Your task - In the records below, find the line with "M542,870L596,883" and the line with "M933,937C955,927 970,912 986,894L1291,418"; return exactly those lines and every line between them.

#### Information provided ####

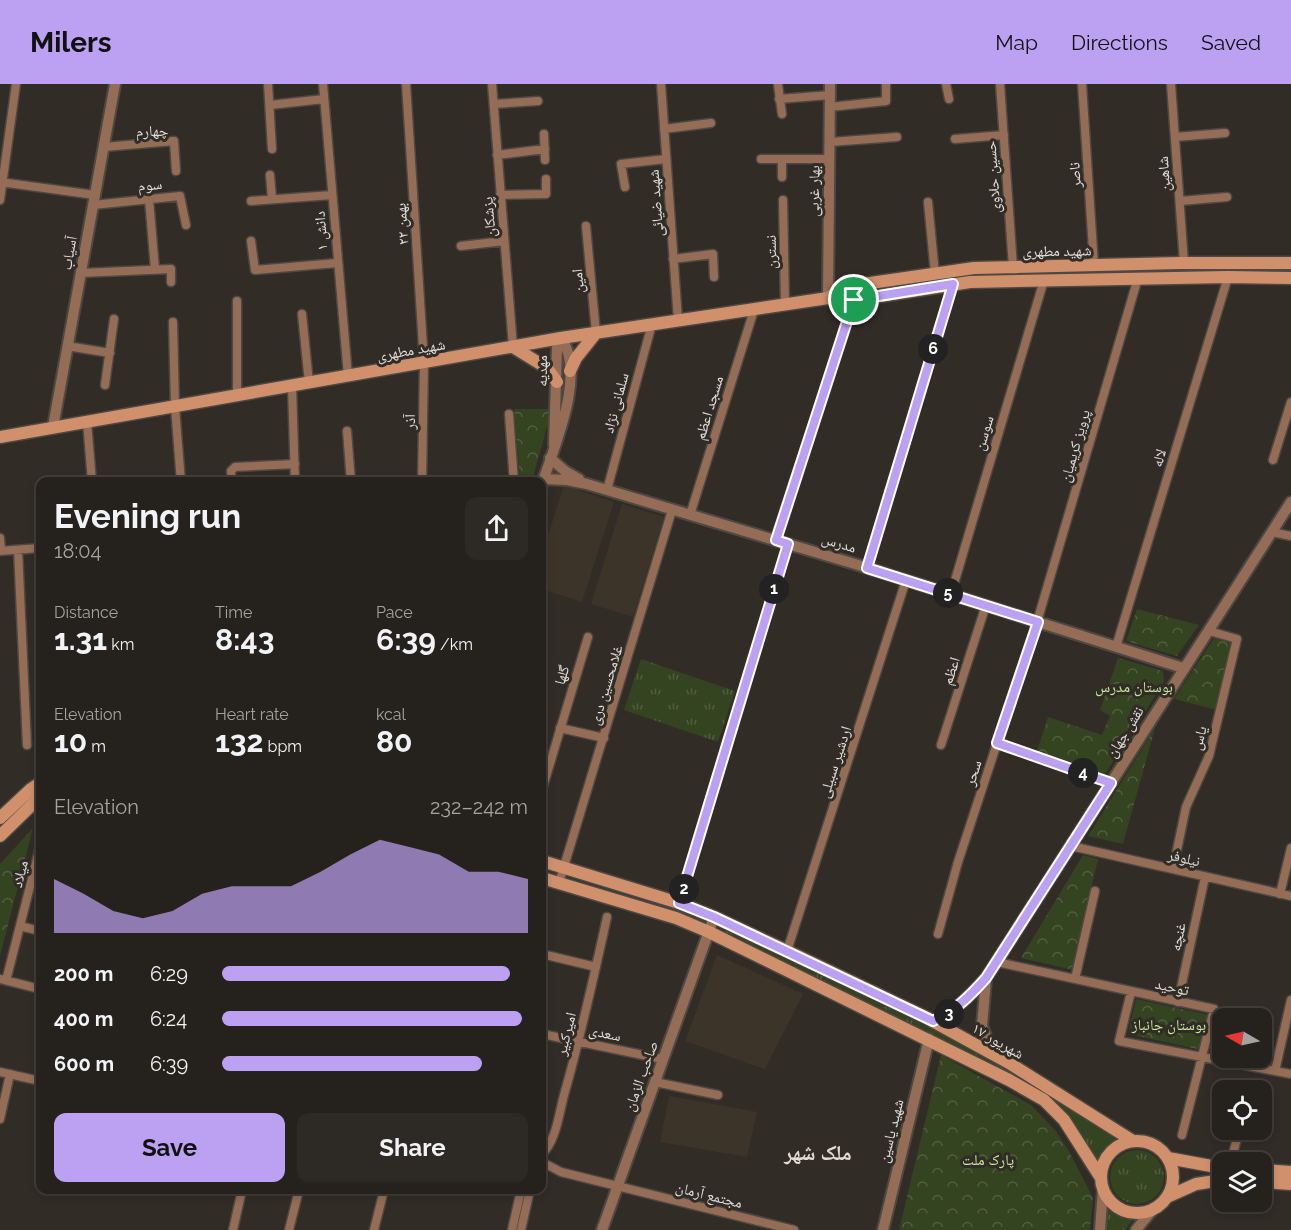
<!DOCTYPE html>
<html lang="en">
<head>
<meta charset="utf-8">
<style>
  body { margin:0; font-family:Raleway,"Noto Naskh Arabic",sans-serif; background:#2d2925; color:#f1f3f6; height:100vh; display:flex; flex-direction:column; font-size:22px; white-space:nowrap }
  * { box-sizing:border-box; margin:0 }
  p { font-size:20px; color:#a3a3a3 }
  .icon { flex:none; width:33px; height:33px; fill:none; stroke:currentColor; stroke-width:2; stroke-linecap:round; stroke-linejoin:round }
  .map { position:relative; flex:1; overflow:hidden }
  .sheet { position:absolute; left:36px; top:393px; width:510px; height:717px; display:flex; flex-direction:column; background:#25211c; border-radius:12px; box-shadow:0 3px 9px #0003,0 0 0 2px #423e3b }
  .sheet>* { flex:none }
  .needle { width:39px; rotate:279deg }
  .tools { position:absolute; left:1212px; top:924px; display:grid; gap:12px }
  .tools a { display:grid; place-items:center; width:60px; height:60px; border-radius:12px; background:#25211c; box-shadow:0 3px 9px #0003,0 0 0 2px #423e3b; font-size:30px }
  .pin { position:absolute; display:grid; place-items:center; width:51px; height:51px; color:#fff; margin:-26px; border:3px solid #fff; border-radius:50%; box-shadow:0 2px 6px #0007 }
  .km { position:absolute; width:30px; height:30px; margin:-15px; border-radius:50%; background:#222; color:#fff; font-size:16px; line-height:30px; text-align:center }
  .round { display:grid; place-items:center; flex:none; width:63px; height:63px; border-radius:12px; background:#2d2925 }
  .headline { display:flex; align-items:center; justify-content:space-between; height:102px; padding:0 18px }
  h1 { font-size:33px; font-weight:700; line-height:45px }
  .figures { display:grid; grid-template-columns:repeat(3,1fr); gap:9px; height:102px; padding:6px 18px }
  .figures div { display:grid; align-content:center }
  .figures b { font-size:30px; font-weight:700 }
  .figures small { font-size:16px; font-weight:400 }
  .figures p { font-size:16px }
  .chart { height:168px; padding:12px 18px }
  .chart p { display:flex; justify-content:space-between }
  .chart svg { width:100%; height:108px; margin-top:6px; fill:#bca0f2; opacity:.7 }
  .action { display:flex; gap:12px; margin-top:auto; padding:12px 18px }
  .action a { flex:1; height:69px; border-radius:12px; background:#bca0f2; color:#111; font-size:24px; font-weight:700; line-height:69px; text-align:center }
  .action a+a { background:#2d2925; color:#f1f3f6 }
  ul { padding:0 18px; list-style:none; font-size:20px }
  li { display:grid; grid-template-columns:96px 72px 1fr; align-items:center; height:45px }
  li i { height:15px; border-radius:8px; background:#bca0f2 }
  header { display:flex; align-items:center; gap:36px; box-sizing:border-box; height:84px; padding:0 30px; background:#bca0f2; color:#111 }
  header strong { font-size:28px }
  nav { display:flex; gap:33px; margin-inline-start:auto; font-size:21px }
  .map>svg:first-child { display:block }
  .built { fill:#3d3429 }
  .grass { fill:url(#grass-tufts) }
  .park { fill:url(#park-crowns) }
  .lines { fill:none; stroke-linecap:round; stroke-linejoin:round }
  .minor-casing { stroke:#4d4843; stroke-width:11 }
  .tertiary-casing { stroke:#4d4843; stroke-width:14 }
  .secondary-casing { stroke:#4d4843; stroke-width:15 }
  .minor { stroke:#956d56; stroke-width:8 }
  .tertiary { stroke:#956d56; stroke-width:10 }
  .secondary { stroke:#d0906c; stroke-width:12 }
  .route-casing { stroke:#fff; stroke-width:12 }
  .route { stroke:#bca0f2; stroke-width:8 }
  .labels { text-anchor:middle; dominant-baseline:central; stroke-width:6; stroke-linejoin:round; paint-order:stroke }
  .street-label { font-size:15px; fill:#e0ddd9; stroke:#312c26 }
  .park-label { font-size:15px; fill:#c6e99c; stroke:#312c26 }
  .district-label { font-size:21px; font-weight:bold; fill:#e1dbd3; stroke:#312c26 }
</style>
</head>
<body>
<header>
<strong>Milers</strong>
<nav><a>Map</a><a>Directions</a><a>Saved</a></nav>
</header>
<div class="map">
<svg width="1291" height="1146" viewBox="0 0 1291 1146">
  <defs>
    <pattern id="grass-tufts" width="24" height="20" patternUnits="userSpaceOnUse" patternTransform="scale(1.5)"><rect width="24" height="20" fill="#344320"/><path d="M3 7l-1-3M5 7V3M7 7l1-3M15 17l-1-3M17 17v-4M19 17l1-3" fill="none" stroke="#515e40"/></pattern>
    <pattern id="park-crowns" width="20" height="18" patternUnits="userSpaceOnUse" patternTransform="scale(1.5)"><rect width="20" height="18" fill="#344320"/><path d="M2 6a3 3 0 1 1 6 0M12 15a3 3 0 1 1 6 0" fill="none" stroke="#515e40"/></pattern>
  </defs>
  <rect width="100%" height="100%" fill="#312c26"/>
  <path class="built" d="M564,401L614,418L582,518L542,505V470Z
    M622,420L664,433L633,533L591,520Z
    M717,871L803,910L765,985L685,957Z
    M669,1012L757,1028L747,1073L660,1058Z"/>
  <path class="grass" d="M641,575L735,607L718,658L624,626Z
    M728,846L979,968L1050,1009L1121,1055L1108,1062L1097,1079L1064,1029L724,852L723,847Z
    M1110 1093a27 27 0 1 1 54 0a27 27 0 1 1-54 0Z
    M1106,1120L1122,1131L1134,1134L1125,1146H1106Z"/>
  <path class="park" d="M514,325H552L532,397H520Z
    M1137,525L1199,541L1177,572L1126,557Z
    M1214,554L1232,559L1217,626L1174,615Z
    M1118,574L1163,587L1164,598L1105,690L1037,667L1048,633L1102,651L1110,632L1100,626Z
    M1155,644L1123,760L1088,752Z
    M33,744L0,872V780Z
    M1083,771L1098,775L1073,886L1021,874Z
    M1136,915L1209,931L1202,966L1128,950Z
    M941,971L1031,1021L1056,1047L1070,1069L1093,1114L1090,1146H899Z"/>
  <g class="lines">
    <defs>
      <path id="minor" d="M268,0L272,65
        M323,0L348,292
        M406,0L424,278L422,398
        M492,0L513,263
        M661,0L678,236
        M946,0L949,15
        M1000,0L1013,183
        M1082,0L1094,181
        M1171,0L1184,179
        M778,1L782,30
        M779,15L830,11
        M494,20L538,17
        M270,21L324,15
        M830,23L886,17V0
        M664,45L711,39
        M544,50L545,76
        M1175,53L1225,49
        M955,55L1004,51
        M830,58L897,53
        M104,63L174,57L176,87
        M497,71L545,65
        M761,75H829
        M270,91L272,115
        M782,93V75
        M0,98L95,111
        M625,103L621,80L666,75
        M500,111L546,110V95
        M149,115L155,185
        M0,116L16,0
        M783,116L785,220
        M251,117L332,111
        M1180,117L1227,113
        M928,118L935,190
        M93,121L180,112L186,141
        M586,142L596,249
        M251,157L255,186L337,179
        M461,162L504,157
        M673,175L713,170L714,193
        M81,189L171,185V198
        M237,217V311
        M302,230L309,299
        M173,238L175,323L181,398
        M67,262L110,269
        M105,301L114,235
        M292,302L295,398
        M509,330L514,398
        M87,337L92,398
        M347,347L351,398
        M1273,376L1291,318
        M232,398L231,387L235,383L295,380
        M607,406L652,240
        M690,431L754,226
        M1272,448L1291,452
        M0,454L1,467
        M775,456L854,216
        M18,466L27,661
        M0,467L40,464
        M867,484L953,200
        M951,510L1044,196
        M1116,563L1228,193
        M560,644L604,654
        M997,659L1111,698
        M941,661L986,521
        M542,706L588,553
        M1071,762L1291,812
        M1173,785L1186,723L1209,672L1237,555L1209,547
        M559,799L672,426
        M1280,810L1291,764
        M679,819L788,460
        M20,842L40,847
        M938,850L958,778L1037,538L1138,194
        M787,867L906,496
        M542,870L596,883
        M997,878L1214,925L1182,1051
        M7,893L40,763
        M0,895L40,905
        M1075,895L1095,807
        M1131,908L1119,957L1291,990
        M1178,918L1205,793
        M542,950L662,975
        M1275,987L1291,916
        M0,988L40,997
        M655,998L718,1011
        M1249,1006V1004
        M0,1035L10,990
        M542,1070C556,1057 559,1030 564,1011C581,952 594,892 607,833
        M542,1078L561,1088L794,1146
        M1231,1078L1239,1046
        M233,1146L242,1106
        M289,1146L299,1106
        M374,1146L384,1106
        M512,1146L521,1106
        M521,1146L530,1106"/>
      <path id="tertiary" d="M828,214L830,0
        M53,343L115,0
        M550,374L565,387L579,395
        M543,395L567,396L587,400L855,480L1183,584
        M542,400C554,363 587,289 561,254L557,264L554,361
        M986,895L982,942L993,970
        M933,937C955,927 970,912 986,894L1291,418
        M602,1146L714,833
        M883,1146L929,955
        M1100,1146L1103,1105
        M1136,1146L1153,1125"/>
      <path id="secondary" d="M829,213L850,202L974,184L1179,179H1291
        M513,263L547,284L557,298
        M570,287L576,274L596,249
        M0,353L561,254L828,214L854,216L970,198L1228,193L1291,194
        M0,734L31,705L40,699
        M0,752L40,713
        M542,777L679,819L714,833L787,867L925,933L1009,979L1133,1057
        M542,794L676,834L709,848L1009,996L1044,1016L1064,1036L1101,1094
        M1101 1093a36 36 0 1 1 72 0a36 36 0 1 1-72 0Z
        M1168,1074L1222,1084
        M1262,1086L1291,1088
        M1262,1098L1291,1100
        M1167,1113L1196,1100L1222,1096"/>
    </defs>
    <use href="#minor" class="minor-casing"/>
    <use href="#tertiary" class="tertiary-casing"/>
    <use href="#secondary" class="secondary-casing"/>
    <use href="#minor" class="minor"/>
    <use href="#tertiary" class="tertiary"/>
    <use href="#secondary" class="secondary"/>
  </g>
  <g class="lines">
    <defs>
      <path id="route" d="M953,200L867,484L1038,538L997,659L1111,699L986,894C970,912 955,927 933,937L714,833L679,819L788,460L776,456L854,216Z"/>
    </defs>
    <use href="#route" class="route-casing"/>
    <use href="#route" class="route"/>
  </g>
  <g class="labels">
    <g class="street-label">
      <text transform="translate(152 47) rotate(-1)">چهارم</text>
      <text transform="translate(1164 90) rotate(-94)">شاهین</text>
      <text transform="translate(1075 91) rotate(-94)">ناصر</text>
      <text transform="translate(993 93) rotate(-94)">حسین حلاوی</text>
      <text transform="translate(150 101) rotate(-5)">سوم</text>
      <text transform="translate(814 107) rotate(-89)">بهار غربی</text>
      <text transform="translate(656 119) rotate(-94)">شهید ضیائی</text>
      <text transform="translate(489 133) rotate(-95)">پزشکان</text>
      <text transform="translate(402 140) rotate(-94)">۲۲ بهمن</text>
      <text transform="translate(321 147) rotate(-94)">دانش ۱</text>
      <text transform="translate(1057 167) rotate(-1)">شهید مطهری</text>
      <text transform="translate(771 168) rotate(-91)">نسترن</text>
      <text transform="translate(69 169) rotate(-80)">آسیاب</text>
      <text transform="translate(578 197) rotate(-95)">امین</text>
      <text transform="translate(411 266) rotate(-10)">شهید مطهری</text>
      <text transform="translate(542 287) rotate(-90)">مهدیه</text>
      <text transform="translate(616 319) rotate(-75)">سلمانی نژاد</text>
      <text transform="translate(709 324) rotate(-73)">مسجد اعظم</text>
      <text transform="translate(410 338) rotate(-89)">آذر</text>
      <text transform="translate(984 349) rotate(-73)">سوسن</text>
      <text transform="translate(1075 362) rotate(-74)">پرویز کریمیان</text>
      <text transform="translate(1159 374) rotate(-73)">لاله</text>
      <text transform="translate(839 459) rotate(17)">مدرس</text>
      <text transform="translate(951 587) rotate(-72)">اعظم</text>
      <text transform="translate(562 591) rotate(-73)">گلها</text>
      <text transform="translate(606 601) rotate(-73)">غلامحسین دری</text>
      <text transform="translate(1125 648) rotate(-58)">نقش جهان</text>
      <text transform="translate(1199 654) rotate(-75)">یاس</text>
      <text transform="translate(835 678) rotate(-72)">اردشیر سبیلی</text>
      <text transform="translate(973 689) rotate(-72)">سحر</text>
      <text transform="translate(1184 774) rotate(13)">نیلوفر</text>
      <text transform="translate(20 790) rotate(-76)">میلاد</text>
      <text transform="translate(1178 853) rotate(-78)">غنچه</text>
      <text transform="translate(1172 903) rotate(12)">توحید</text>
      <text transform="translate(605 949) rotate(12)">سعدی</text>
      <text transform="translate(566 950) rotate(-76)">امیرکبیر</text>
      <text transform="translate(998 957) rotate(30)">۱۷ شهریور</text>
      <text transform="translate(641 992) rotate(-70)">صاحب الزمان</text>
      <text transform="translate(891 1047) rotate(-76)">شهید یاسین</text>
      <text transform="translate(709 1111) rotate(14)">مجتمع آرمان</text>
    </g>
    <g class="park-label">
      <text x="1134" y="603">بوستان مدرس</text>
      <text x="1169" y="941">بوستان جانباز</text>
      <text x="988" y="1076">پارک ملت</text>
    </g>
    <g class="district-label">
      <text x="818" y="1068">ملک شهر</text>
    </g>
  </g>
</svg>
<div class="tools">
<a><svg class="needle" viewBox="-14 -14 28 28"><path d="M0-13l5 13h-10z" fill="#e53935"/><path d="M0 13l5-13h-10z" fill="#a3a3a3"/></svg></a>
<a><svg class="icon" aria-label="locate" viewBox="0 0 24 24"><circle cx="12" cy="12" r="6"/><path d="M12 2v4M12 18v4M2 12h4M18 12h4"/></svg></a>
<a><svg class="icon" aria-label="layers" viewBox="0 0 24 24"><path d="M12 4l9 5-9 5-9-5zM3 14l9 5 9-5"/></svg></a>
</div>
<div class="pin" style="left:854px;top:216px;background:#1e9e55"><svg class="icon" aria-label="arrive" viewBox="0 0 24 24"><path d="M6 21V4h12l-3 4 3 4H6"/></svg></div>
<b class="km" style="left:774px;top:505px">1</b>
<b class="km" style="left:684px;top:805px">2</b>
<b class="km" style="left:949px;top:930px">3</b>
<b class="km" style="left:1083px;top:689px">4</b>
<b class="km" style="left:948px;top:509px">5</b>
<b class="km" style="left:933px;top:265px">6</b>
<section class="sheet">
<div class="headline"><div><h1>Evening run</h1><p>18:04</p></div><a class="round"><svg class="icon" aria-label="share" viewBox="0 0 24 24"><path d="M12 15V3M7 8l5-5 5 5M5 13v7h14v-7"/></svg></a></div>
<div class="figures">
<div><p>Distance</p><b>1.31<small> km</small></b></div>
<div><p>Time</p><b>8:43</b></div>
<div><p>Pace</p><b>6:39<small> /km</small></b></div>
</div>
<div class="figures">
<div><p>Elevation</p><b>10<small> m</small></b></div>
<div><p>Heart rate</p><b>132<small> bpm</small></b></div>
<div><p>kcal</p><b>80</b></div>
</div>
<div class="chart"><p><span>Elevation</span>232–242 m</p>
<svg viewBox="0 0 160 44" preserveAspectRatio="none"><path d="M0 44V22L10 28L20 35L30 38L40 35L50 28L60 25L70 25L80 25L90 19L100 12L110 6L120 9L130 12L140 19L150 19L160 22V44z"/></svg>
</div>
<ul>
<li><b>200 m</b>6:29<i style="width:94%"></i></li>
<li><b>400 m</b>6:24<i style="width:98%"></i></li>
<li><b>600 m</b>6:39<i style="width:85%"></i></li>
</ul>
<div class="action"><a>Save</a><a>Share</a></div>
</section>
</div>
</body>
</html>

####

Solution for this task -
        M542,870L596,883
        M997,878L1214,925L1182,1051
        M7,893L40,763
        M0,895L40,905
        M1075,895L1095,807
        M1131,908L1119,957L1291,990
        M1178,918L1205,793
        M542,950L662,975
        M1275,987L1291,916
        M0,988L40,997
        M655,998L718,1011
        M1249,1006V1004
        M0,1035L10,990
        M542,1070C556,1057 559,1030 564,1011C581,952 594,892 607,833
        M542,1078L561,1088L794,1146
        M1231,1078L1239,1046
        M233,1146L242,1106
        M289,1146L299,1106
        M374,1146L384,1106
        M512,1146L521,1106
        M521,1146L530,1106"/>
      <path id="tertiary" d="M828,214L830,0
        M53,343L115,0
        M550,374L565,387L579,395
        M543,395L567,396L587,400L855,480L1183,584
        M542,400C554,363 587,289 561,254L557,264L554,361
        M986,895L982,942L993,970
        M933,937C955,927 970,912 986,894L1291,418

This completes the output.